Foley and Greaney were good at good cop-bad cop. After Foley seized $2 million of Chico’s money and unapologetically explained that Chico and his wife were going to prison, Greaney put his arm around Chico and said, in a way only he could, “Listen, pal. We’re doing you a favor. You wanna watch some TV?’’
Pat would listen to Chico’s stories for hours. Chico hated Whitey. Whitey bragged about killing bookies as he shook you down. Pay me or die. Besides, Chico said, he did nothing for you. He just took your money. In the end, Foley and Greaney appealed to Chico’s sense of honor as much as his desire for revenge.
Greaney was genuinely saddened when Chico died in 1998. Because Greaney had a sense of proportion that so many who protected Whitey lacked. His parents and the nuns at St. Peter’s taught him well. He knew the difference between a bookie and a killer.

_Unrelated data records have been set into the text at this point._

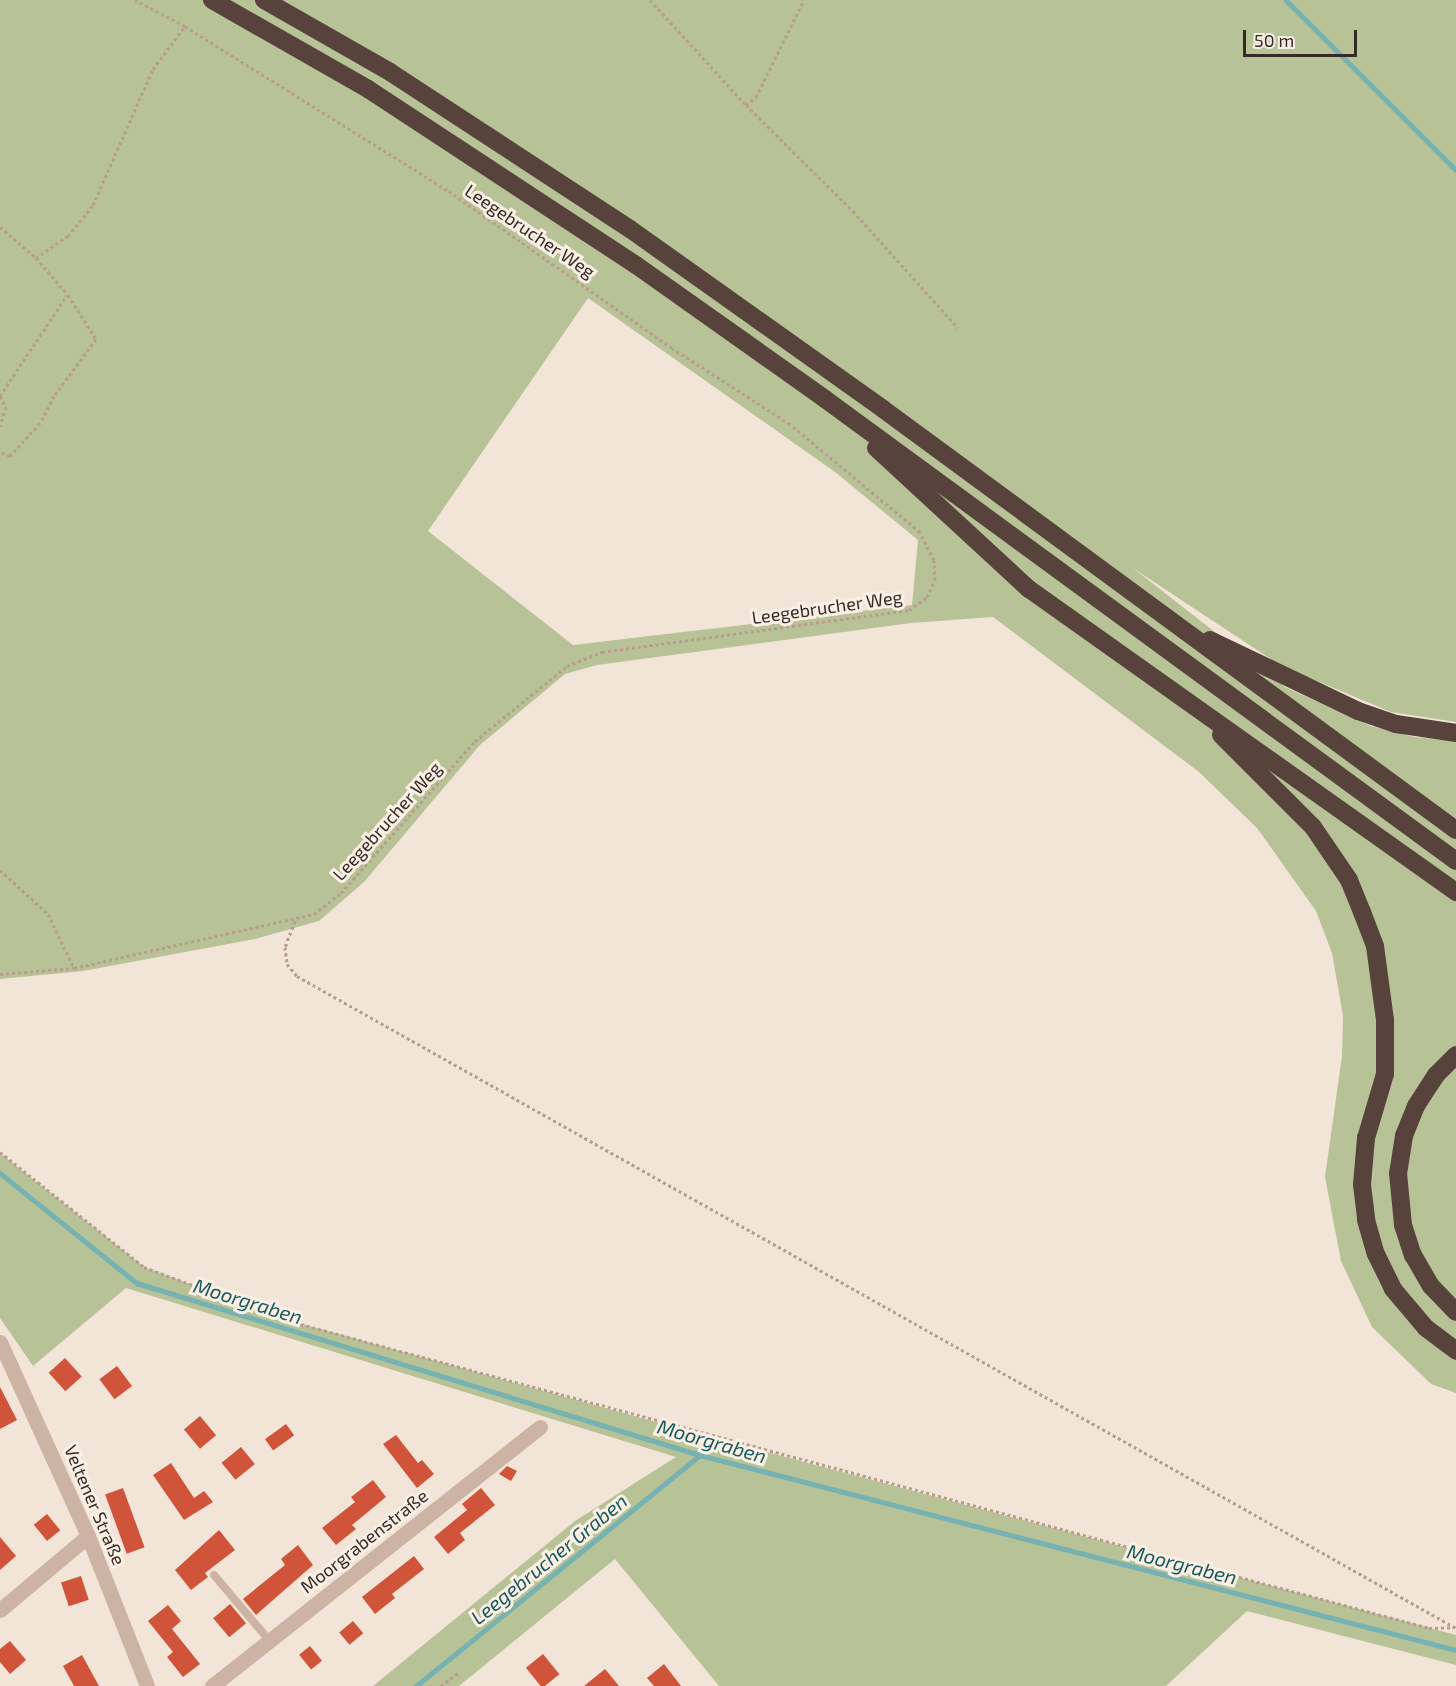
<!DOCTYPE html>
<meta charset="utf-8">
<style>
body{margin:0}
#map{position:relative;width:1456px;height:1686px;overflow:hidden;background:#f3e4d8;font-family:"Exo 2",sans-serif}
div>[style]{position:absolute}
.green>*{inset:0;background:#b7c397}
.stream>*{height:4.5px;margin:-2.25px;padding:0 2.25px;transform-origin:2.25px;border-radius:2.25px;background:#75b2b1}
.building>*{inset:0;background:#cf5439;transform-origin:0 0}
.path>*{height:3px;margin-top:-1.5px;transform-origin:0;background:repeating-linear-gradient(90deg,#b89d8d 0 3px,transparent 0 6px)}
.lane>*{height:8px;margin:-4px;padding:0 4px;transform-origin:4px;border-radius:4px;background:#ccb3a3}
.street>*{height:15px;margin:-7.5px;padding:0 7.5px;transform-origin:7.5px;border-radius:7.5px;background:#ccb3a3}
.highway>*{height:18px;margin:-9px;padding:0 9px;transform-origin:9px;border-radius:9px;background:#58433c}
span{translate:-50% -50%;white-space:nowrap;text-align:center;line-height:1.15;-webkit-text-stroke:6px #faefe4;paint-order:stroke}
.street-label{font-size:18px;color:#362a26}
.water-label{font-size:20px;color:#185a5b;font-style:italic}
.scale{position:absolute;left:1243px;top:30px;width:114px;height:27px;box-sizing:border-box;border:3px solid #362a26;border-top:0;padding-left:8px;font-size:18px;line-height:21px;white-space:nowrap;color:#362a26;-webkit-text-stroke:4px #faefe4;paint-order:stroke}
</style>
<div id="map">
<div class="green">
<i style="clip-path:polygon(evenodd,0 0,1456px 0,1456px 722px,1391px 712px,1281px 666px,1133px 568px,1285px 687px,1371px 726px,1414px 737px,1456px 741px,1456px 1393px,1431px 1384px,1372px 1327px,1341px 1261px,1325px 1177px,1342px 1056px,1343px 1016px,1332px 953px,1316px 911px,1257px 828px,1199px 772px,993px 617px,911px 623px,597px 665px,565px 674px,480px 745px,364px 882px,319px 921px,255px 939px,83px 971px,0 979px,0 0,588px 298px,835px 472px,918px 540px,912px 605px,573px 645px,428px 531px,588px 298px)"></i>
<i style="clip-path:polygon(0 1153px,144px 1267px,288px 1320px,703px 1435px,1456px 1635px,1456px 1665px,1247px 1611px,1166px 1686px,719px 1686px,615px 1559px,459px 1686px,373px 1686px,575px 1521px,676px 1457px,126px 1288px,33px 1366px,0 1318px)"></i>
</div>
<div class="stream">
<i style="left:1286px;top:0;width:240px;rotate:45deg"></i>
<i style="left:0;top:1173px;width:176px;rotate:38.8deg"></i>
<i style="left:137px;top:1283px;width:589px;rotate:16.99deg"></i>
<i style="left:700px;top:1455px;width:781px;rotate:14.46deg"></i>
<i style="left:416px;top:1686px;width:366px;rotate:-39.1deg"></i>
</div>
<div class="building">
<i style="left:65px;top:1358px;width:25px;height:22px;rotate:48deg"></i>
<i style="left:117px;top:1366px;width:25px;height:22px;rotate:53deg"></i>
<i style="clip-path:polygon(0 1387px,17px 1420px,0 1429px)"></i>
<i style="left:200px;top:1416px;width:25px;height:21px;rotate:50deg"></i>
<i style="left:286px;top:1424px;width:14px;height:26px;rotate:54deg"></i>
<i style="clip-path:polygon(396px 1435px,418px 1463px,422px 1460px,434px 1474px,417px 1488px,383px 1444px)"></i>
<i style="left:241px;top:1447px;width:22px;height:25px;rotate:51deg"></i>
<i style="clip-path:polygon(171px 1463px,194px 1498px,204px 1491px,213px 1502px,184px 1520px,153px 1475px)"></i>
<i style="clip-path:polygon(507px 1466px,517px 1471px,511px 1481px,499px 1474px)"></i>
<i style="clip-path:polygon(373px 1480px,386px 1497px,352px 1525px,356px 1529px,336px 1545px,322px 1528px,355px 1502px,351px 1497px)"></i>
<i style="left:123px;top:1488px;width:63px;height:19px;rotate:70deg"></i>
<i style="clip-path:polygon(481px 1488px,495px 1505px,460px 1533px,465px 1540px,448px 1554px,434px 1537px,467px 1510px,462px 1504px)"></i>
<i style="left:47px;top:1514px;width:21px;height:17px;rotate:51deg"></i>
<i style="clip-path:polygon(219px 1530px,235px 1550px,205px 1573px,208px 1577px,191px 1590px,175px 1570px)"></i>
<i style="clip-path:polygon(0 1537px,16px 1556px,0 1570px)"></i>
<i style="clip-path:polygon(298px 1545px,313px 1565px,256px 1615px,243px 1599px,285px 1565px,281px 1559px)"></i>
<i style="clip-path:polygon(414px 1556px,424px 1569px,392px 1594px,395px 1598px,375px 1614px,362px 1597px)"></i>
<i style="left:81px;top:1576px;width:25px;height:21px;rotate:72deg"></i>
<i style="left:230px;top:1604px;width:25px;height:22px;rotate:50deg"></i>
<i style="clip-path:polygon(168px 1605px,181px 1621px,172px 1629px,200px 1664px,183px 1677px,167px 1657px,173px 1652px,148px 1621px)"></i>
<i style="left:353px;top:1621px;width:16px;height:18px;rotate:50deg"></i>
<i style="clip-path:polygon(10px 1641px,26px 1660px,10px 1674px,0 1662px,0 1649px)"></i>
<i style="left:310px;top:1646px;width:19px;height:14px;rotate:51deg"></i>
<i style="left:543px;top:1654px;width:26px;height:22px;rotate:51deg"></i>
<i style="clip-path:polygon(82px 1655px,99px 1686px,74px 1686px,63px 1666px)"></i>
<i style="clip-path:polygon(664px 1664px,681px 1686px,654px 1686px,647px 1678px)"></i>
<i style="clip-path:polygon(605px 1669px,619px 1686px,584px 1686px)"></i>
</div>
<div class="path">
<i style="left:650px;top:0;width:142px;rotate:47.6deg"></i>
<i style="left:746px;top:105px;width:151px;rotate:44.7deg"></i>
<i style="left:853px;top:211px;width:157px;rotate:48.1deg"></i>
<i style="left:746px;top:105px;width:13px;rotate:-39deg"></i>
<i style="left:756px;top:97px;width:108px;rotate:-63.7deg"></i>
<i style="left:0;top:227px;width:48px;rotate:40.7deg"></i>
<i style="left:36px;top:258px;width:49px;rotate:49.1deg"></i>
<i style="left:68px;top:295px;width:52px;rotate:57.5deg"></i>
<i style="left:96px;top:339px;width:71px;rotate:126.4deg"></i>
<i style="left:54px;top:396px;width:30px;rotate:117deg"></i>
<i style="left:40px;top:423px;width:45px;rotate:132.3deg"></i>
<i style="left:10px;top:456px;width:11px;rotate:-158deg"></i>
<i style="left:36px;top:258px;width:39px;rotate:-35deg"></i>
<i style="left:68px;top:236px;width:40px;rotate:-51deg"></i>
<i style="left:93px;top:205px;width:149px;rotate:-66.2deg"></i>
<i style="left:153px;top:69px;width:54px;rotate:-53.3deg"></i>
<i style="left:0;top:396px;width:121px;rotate:-56.4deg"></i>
<i style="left:0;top:396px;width:13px;rotate:61deg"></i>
<i style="left:6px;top:407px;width:20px;rotate:108deg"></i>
<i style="left:0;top:870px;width:65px;rotate:42.5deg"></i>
<i style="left:48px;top:914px;width:60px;rotate:64.3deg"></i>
<i style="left:295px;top:921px;width:28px;rotate:111deg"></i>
<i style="left:285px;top:947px;width:17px;rotate:83deg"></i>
<i style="left:287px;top:964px;width:16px;rotate:50deg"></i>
<i style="left:297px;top:976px;width:1330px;rotate:29.36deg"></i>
<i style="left:0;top:974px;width:74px;rotate:-4.6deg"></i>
<i style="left:74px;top:968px;width:246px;rotate:-12.7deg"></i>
<i style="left:314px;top:914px;width:34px;rotate:-38deg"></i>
<i style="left:341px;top:893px;width:203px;rotate:-48.6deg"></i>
<i style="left:475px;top:741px;width:119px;rotate:-39.2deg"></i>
<i style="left:567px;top:666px;width:38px;rotate:-22deg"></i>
<i style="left:602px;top:652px;width:310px;rotate:-7.8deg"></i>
<i style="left:909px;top:610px;width:22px;rotate:-36deg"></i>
<i style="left:927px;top:597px;width:19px;rotate:-65deg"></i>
<i style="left:935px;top:580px;width:20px;rotate:-93deg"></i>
<i style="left:934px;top:560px;width:31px;rotate:-117deg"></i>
<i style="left:920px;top:532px;width:169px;rotate:-140.3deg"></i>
<i style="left:790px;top:424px;width:140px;rotate:-147.2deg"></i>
<i style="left:672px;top:348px;width:275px;rotate:-144.9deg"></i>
<i style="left:447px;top:190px;width:309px;rotate:-148deg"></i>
<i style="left:185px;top:26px;width:56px;rotate:-152.5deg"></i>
<i style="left:0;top:1152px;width:184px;rotate:38.6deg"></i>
<i style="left:144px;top:1267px;width:155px;rotate:20.4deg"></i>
<i style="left:289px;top:1321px;width:1181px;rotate:15.07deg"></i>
<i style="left:1429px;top:1628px;width:24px;rotate:-2deg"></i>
<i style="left:441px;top:1686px;width:24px;rotate:-38deg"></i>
</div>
<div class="lane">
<i style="left:214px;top:1575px;width:85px;rotate:49.8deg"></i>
</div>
<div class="street">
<i style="left:0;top:1342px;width:213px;rotate:65.6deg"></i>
<i style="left:88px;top:1536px;width:161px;rotate:68.5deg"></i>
<i style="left:0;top:1610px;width:115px;rotate:-40.1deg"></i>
<i style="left:212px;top:1686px;width:418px;rotate:-38.3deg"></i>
</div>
<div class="highway">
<i style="left:212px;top:0;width:180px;rotate:29.7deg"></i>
<i style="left:368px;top:89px;width:321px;rotate:33.3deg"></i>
<i style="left:636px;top:265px;width:232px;rotate:35.3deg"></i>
<i style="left:825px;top:399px;width:782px;rotate:36.21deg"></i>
<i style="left:264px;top:0;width:145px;rotate:29.7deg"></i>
<i style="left:390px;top:72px;width:287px;rotate:33.2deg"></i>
<i style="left:630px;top:229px;width:310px;rotate:35.4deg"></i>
<i style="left:883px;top:409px;width:711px;rotate:36.31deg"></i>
<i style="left:876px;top:448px;width:208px;rotate:42.7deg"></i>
<i style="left:1029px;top:589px;width:524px;rotate:35.36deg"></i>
<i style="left:1210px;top:640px;width:164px;rotate:25.6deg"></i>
<i style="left:1358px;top:711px;width:40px;rotate:18.9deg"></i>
<i style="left:1396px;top:724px;width:61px;rotate:8.5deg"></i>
<i style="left:1221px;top:735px;width:130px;rotate:45deg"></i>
<i style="left:1313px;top:827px;width:64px;rotate:55.8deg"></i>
<i style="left:1349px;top:880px;width:35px;rotate:68deg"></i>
<i style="left:1362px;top:912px;width:36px;rotate:69deg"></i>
<i style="left:1375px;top:946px;width:75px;rotate:82.3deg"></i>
<i style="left:1385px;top:1020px;width:54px;rotate:90deg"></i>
<i style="left:1385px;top:1074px;width:67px;rotate:106.5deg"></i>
<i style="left:1366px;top:1138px;width:47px;rotate:94.9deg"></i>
<i style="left:1362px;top:1185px;width:35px;rotate:83deg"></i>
<i style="left:1366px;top:1220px;width:35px;rotate:74deg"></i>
<i style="left:1376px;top:1254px;width:39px;rotate:64deg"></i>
<i style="left:1393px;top:1289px;width:51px;rotate:49.8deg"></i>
<i style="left:1426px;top:1328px;width:38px;rotate:37deg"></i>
<i style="left:1456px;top:1055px;width:28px;rotate:135deg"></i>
<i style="left:1436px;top:1075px;width:37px;rotate:123deg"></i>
<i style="left:1416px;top:1106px;width:32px;rotate:112deg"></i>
<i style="left:1404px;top:1136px;width:37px;rotate:99deg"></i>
<i style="left:1398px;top:1173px;width:52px;rotate:84.5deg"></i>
<i style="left:1403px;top:1225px;width:32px;rotate:72deg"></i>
<i style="left:1413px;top:1255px;width:36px;rotate:60deg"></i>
<i style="left:1431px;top:1286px;width:36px;rotate:46deg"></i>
</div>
<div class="street-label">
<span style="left:530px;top:231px;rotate:34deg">Leegebrucher Weg</span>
<span style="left:827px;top:607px;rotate:-8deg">Leegebrucher Weg</span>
<span style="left:387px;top:821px;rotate:-48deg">Leegebrucher Weg</span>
<span style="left:95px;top:1505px;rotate:67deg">Veltener Straße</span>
<span style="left:364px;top:1541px;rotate:-38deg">Moorgrabenstraße</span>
</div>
<div class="water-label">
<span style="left:248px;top:1301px;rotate:17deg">Moorgraben</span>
<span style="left:712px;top:1441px;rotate:16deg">Moorgraben</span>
<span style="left:549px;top:1559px;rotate:-39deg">Leegebrucher Graben</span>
<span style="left:1182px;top:1564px;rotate:14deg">Moorgraben</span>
</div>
<div class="scale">50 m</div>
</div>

There will be time to consider the shameful actions of corrupt cops. For now, remember those named above and others, honest cops who gave much of their careers, who risked their careers, chasing Whitey.
“After they grabbed Whitey, the first person I heard from was Bobby Long,’’ said Frank Dewan, the retired Boston cop. “We’re all pals. We call each other. We text each other. It’s a band of brothers.’’
Long still visits his old boss, Jack O’Donovan, at the VA. It kills him to see O’D so sick, so weak. O’Donovan is one of his heroes.
Long doesn’t know if O’Donovan’s mind, trapped as it is, will grasp it, but the next time he visits, he’s going to lean down, close to his ear and say, “They got him, O’D. They got him.’’
Maybe there will be somewhere in the recesses of that once brilliant mind a place where that will register. Maybe O’D will smile.
For now, we can all smile for Jack O’Donovan and Pat Greaney, two honest cops who made a difference.